*** Given information ***
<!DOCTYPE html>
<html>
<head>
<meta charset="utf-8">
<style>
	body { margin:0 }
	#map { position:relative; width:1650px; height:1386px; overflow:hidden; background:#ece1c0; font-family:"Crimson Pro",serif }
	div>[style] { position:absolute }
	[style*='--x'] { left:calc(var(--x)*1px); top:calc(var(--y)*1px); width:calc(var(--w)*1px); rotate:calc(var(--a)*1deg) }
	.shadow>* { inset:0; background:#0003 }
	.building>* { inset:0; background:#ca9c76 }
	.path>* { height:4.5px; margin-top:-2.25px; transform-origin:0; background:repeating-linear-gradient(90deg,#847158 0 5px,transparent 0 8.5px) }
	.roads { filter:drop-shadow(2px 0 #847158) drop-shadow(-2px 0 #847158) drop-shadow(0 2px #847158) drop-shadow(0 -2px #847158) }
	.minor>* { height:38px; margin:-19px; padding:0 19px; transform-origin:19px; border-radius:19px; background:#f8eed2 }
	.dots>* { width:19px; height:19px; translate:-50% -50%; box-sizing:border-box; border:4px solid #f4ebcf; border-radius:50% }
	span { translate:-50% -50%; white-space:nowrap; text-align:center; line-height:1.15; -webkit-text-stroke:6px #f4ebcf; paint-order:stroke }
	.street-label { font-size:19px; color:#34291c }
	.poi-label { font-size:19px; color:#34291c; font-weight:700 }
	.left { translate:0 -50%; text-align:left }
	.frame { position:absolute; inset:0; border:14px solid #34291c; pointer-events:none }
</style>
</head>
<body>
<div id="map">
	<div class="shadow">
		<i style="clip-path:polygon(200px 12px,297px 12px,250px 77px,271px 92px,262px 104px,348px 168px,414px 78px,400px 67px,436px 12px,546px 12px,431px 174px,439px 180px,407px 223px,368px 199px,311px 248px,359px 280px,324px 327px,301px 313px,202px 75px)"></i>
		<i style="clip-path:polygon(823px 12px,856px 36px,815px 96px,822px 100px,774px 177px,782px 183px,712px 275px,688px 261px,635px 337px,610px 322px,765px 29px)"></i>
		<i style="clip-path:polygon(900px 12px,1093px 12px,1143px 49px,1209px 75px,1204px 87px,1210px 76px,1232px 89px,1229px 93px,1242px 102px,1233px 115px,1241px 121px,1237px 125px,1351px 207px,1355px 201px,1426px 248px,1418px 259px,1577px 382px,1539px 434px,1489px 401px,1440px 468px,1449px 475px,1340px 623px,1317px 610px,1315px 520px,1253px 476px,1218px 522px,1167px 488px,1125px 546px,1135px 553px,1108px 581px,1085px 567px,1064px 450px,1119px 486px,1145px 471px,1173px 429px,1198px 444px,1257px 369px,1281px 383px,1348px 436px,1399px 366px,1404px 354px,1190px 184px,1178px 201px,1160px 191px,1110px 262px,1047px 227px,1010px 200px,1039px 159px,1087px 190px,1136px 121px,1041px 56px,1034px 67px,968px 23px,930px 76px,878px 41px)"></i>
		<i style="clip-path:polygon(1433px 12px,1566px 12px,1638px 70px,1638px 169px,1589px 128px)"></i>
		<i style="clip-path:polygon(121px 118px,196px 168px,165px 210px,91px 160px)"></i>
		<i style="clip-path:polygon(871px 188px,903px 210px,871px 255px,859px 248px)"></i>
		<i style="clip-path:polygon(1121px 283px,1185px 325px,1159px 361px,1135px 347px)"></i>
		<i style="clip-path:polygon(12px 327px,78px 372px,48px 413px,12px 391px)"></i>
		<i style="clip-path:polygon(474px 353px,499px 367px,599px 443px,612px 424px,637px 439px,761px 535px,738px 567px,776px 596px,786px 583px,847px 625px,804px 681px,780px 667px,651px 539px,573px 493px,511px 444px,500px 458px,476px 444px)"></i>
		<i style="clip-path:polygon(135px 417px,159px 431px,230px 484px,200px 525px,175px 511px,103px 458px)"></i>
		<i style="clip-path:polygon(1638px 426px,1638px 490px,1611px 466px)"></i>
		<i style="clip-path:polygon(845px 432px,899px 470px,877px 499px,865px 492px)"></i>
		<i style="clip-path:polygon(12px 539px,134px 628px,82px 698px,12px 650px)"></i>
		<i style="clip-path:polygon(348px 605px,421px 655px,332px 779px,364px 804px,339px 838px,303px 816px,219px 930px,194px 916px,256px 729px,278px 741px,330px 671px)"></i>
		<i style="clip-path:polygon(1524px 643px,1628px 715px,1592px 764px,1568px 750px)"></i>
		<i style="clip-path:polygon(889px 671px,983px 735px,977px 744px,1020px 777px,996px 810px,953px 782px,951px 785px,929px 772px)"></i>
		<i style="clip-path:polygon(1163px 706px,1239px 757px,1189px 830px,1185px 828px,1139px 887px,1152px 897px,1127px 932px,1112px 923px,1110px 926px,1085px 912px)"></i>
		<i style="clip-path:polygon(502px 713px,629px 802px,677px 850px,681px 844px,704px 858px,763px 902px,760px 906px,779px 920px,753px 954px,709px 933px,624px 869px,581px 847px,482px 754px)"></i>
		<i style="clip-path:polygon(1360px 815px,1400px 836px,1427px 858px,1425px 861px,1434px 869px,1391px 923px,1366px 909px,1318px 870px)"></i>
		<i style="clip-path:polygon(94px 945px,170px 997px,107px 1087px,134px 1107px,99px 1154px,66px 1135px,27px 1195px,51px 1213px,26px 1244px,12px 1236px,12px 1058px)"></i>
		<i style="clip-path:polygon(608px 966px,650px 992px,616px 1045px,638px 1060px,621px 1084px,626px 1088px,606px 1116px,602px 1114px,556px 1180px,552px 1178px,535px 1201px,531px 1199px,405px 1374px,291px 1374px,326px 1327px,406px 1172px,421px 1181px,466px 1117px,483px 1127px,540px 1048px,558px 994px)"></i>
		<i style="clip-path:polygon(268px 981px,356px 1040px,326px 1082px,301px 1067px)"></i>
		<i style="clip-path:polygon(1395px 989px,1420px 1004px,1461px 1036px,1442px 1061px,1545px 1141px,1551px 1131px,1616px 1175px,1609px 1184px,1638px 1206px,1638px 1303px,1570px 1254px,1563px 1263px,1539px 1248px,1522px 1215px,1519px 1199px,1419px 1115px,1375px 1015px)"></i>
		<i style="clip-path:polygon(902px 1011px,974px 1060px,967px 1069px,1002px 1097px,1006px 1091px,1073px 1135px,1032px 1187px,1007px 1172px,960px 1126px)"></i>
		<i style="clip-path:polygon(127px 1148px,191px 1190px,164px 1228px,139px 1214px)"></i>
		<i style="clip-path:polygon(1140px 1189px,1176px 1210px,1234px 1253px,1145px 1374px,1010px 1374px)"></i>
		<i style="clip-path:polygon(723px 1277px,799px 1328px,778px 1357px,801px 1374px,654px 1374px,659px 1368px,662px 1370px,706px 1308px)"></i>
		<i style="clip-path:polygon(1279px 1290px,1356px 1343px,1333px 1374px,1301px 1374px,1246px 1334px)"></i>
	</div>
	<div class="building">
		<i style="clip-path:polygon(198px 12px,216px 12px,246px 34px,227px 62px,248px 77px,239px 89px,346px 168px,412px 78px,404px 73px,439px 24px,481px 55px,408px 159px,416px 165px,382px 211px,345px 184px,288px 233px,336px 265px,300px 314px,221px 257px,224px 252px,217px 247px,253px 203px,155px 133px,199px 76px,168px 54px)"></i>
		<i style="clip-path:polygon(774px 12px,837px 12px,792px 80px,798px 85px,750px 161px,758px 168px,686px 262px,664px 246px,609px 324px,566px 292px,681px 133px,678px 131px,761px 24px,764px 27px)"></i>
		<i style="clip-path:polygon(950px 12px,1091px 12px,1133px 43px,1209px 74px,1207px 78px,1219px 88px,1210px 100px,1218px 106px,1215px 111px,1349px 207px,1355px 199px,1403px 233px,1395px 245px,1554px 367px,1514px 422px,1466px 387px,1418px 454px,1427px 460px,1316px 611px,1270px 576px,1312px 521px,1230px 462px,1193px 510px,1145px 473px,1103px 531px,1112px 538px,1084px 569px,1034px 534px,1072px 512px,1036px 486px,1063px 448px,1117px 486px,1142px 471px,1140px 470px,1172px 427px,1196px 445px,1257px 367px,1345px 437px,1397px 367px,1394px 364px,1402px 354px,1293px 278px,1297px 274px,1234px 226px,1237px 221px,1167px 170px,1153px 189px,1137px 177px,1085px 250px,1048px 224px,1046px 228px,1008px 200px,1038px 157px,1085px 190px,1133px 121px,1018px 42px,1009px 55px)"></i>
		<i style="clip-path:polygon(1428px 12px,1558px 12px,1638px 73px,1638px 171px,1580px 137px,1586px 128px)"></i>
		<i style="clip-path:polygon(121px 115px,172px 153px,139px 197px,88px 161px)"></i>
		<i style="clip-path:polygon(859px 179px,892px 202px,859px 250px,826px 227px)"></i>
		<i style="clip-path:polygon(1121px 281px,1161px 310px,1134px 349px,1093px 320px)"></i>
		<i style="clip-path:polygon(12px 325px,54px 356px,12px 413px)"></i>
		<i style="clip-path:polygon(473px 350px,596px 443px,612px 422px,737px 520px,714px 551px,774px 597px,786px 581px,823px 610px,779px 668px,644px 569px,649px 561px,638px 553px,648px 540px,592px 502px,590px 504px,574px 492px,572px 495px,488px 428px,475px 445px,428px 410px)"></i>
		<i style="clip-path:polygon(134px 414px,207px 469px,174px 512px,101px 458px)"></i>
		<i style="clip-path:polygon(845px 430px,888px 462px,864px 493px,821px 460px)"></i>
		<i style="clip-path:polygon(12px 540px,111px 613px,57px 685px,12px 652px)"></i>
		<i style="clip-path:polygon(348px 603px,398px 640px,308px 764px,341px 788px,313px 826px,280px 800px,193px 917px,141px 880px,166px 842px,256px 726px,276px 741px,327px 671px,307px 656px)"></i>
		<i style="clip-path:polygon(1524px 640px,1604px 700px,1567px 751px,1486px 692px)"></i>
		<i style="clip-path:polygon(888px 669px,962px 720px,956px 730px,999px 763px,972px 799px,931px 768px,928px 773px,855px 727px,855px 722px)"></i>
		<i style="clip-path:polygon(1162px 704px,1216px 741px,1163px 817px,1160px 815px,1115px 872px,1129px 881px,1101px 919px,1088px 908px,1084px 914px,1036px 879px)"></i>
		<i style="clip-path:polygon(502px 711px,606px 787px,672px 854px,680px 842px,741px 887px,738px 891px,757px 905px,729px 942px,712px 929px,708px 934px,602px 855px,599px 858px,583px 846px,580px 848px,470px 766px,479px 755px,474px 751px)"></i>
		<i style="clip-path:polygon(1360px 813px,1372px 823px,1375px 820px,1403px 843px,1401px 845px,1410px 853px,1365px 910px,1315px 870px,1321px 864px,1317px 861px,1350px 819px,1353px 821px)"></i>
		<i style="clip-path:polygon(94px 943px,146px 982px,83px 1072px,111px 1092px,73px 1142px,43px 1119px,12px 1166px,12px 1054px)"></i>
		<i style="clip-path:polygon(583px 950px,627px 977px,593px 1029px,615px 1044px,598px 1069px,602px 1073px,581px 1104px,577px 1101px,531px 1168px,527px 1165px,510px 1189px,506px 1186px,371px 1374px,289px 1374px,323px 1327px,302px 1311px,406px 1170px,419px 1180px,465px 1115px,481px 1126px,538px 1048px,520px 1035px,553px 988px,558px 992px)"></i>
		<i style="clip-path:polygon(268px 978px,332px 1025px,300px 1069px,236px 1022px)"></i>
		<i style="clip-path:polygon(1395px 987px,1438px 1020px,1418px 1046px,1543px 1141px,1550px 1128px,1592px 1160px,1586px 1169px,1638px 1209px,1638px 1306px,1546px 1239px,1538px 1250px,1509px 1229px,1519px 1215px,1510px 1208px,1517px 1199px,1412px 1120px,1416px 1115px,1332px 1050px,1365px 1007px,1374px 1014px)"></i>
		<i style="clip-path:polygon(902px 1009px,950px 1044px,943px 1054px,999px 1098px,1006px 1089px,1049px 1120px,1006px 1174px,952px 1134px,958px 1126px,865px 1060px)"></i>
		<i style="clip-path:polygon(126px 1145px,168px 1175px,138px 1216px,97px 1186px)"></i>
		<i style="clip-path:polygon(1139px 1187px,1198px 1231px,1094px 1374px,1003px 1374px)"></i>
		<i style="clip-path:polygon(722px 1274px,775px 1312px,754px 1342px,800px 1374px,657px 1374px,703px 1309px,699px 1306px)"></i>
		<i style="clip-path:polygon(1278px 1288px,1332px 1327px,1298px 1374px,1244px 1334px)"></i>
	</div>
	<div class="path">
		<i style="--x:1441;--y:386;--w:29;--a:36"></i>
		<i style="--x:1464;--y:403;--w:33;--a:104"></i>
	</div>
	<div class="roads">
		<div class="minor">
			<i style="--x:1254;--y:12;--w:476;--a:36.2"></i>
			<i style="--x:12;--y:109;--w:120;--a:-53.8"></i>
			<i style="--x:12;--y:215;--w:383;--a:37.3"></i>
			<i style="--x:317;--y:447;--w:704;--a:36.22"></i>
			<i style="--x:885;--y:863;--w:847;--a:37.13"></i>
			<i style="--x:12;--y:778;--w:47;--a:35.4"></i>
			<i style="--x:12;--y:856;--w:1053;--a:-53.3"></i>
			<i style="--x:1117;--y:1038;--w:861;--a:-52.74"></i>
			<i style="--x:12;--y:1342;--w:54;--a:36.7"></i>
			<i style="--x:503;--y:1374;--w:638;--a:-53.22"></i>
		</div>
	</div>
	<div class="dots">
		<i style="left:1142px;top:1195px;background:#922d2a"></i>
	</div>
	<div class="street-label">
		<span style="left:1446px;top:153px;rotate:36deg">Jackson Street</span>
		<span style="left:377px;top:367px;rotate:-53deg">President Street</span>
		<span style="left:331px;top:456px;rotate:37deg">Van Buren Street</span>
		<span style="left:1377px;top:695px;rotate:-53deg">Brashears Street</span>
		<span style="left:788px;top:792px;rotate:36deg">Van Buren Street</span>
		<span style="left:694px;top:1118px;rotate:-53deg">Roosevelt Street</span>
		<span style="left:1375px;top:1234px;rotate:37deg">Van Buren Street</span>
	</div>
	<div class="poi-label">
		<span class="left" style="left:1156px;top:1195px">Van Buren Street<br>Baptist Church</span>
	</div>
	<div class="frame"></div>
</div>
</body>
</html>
*** End of Given information ***
◆ Required work
Search the data for "roads". Copy every matching line.

◆ Your response
	.roads { filter:drop-shadow(2px 0 #847158) drop-shadow(-2px 0 #847158) drop-shadow(0 2px #847158) drop-shadow(0 -2px #847158) }
	<div class="roads">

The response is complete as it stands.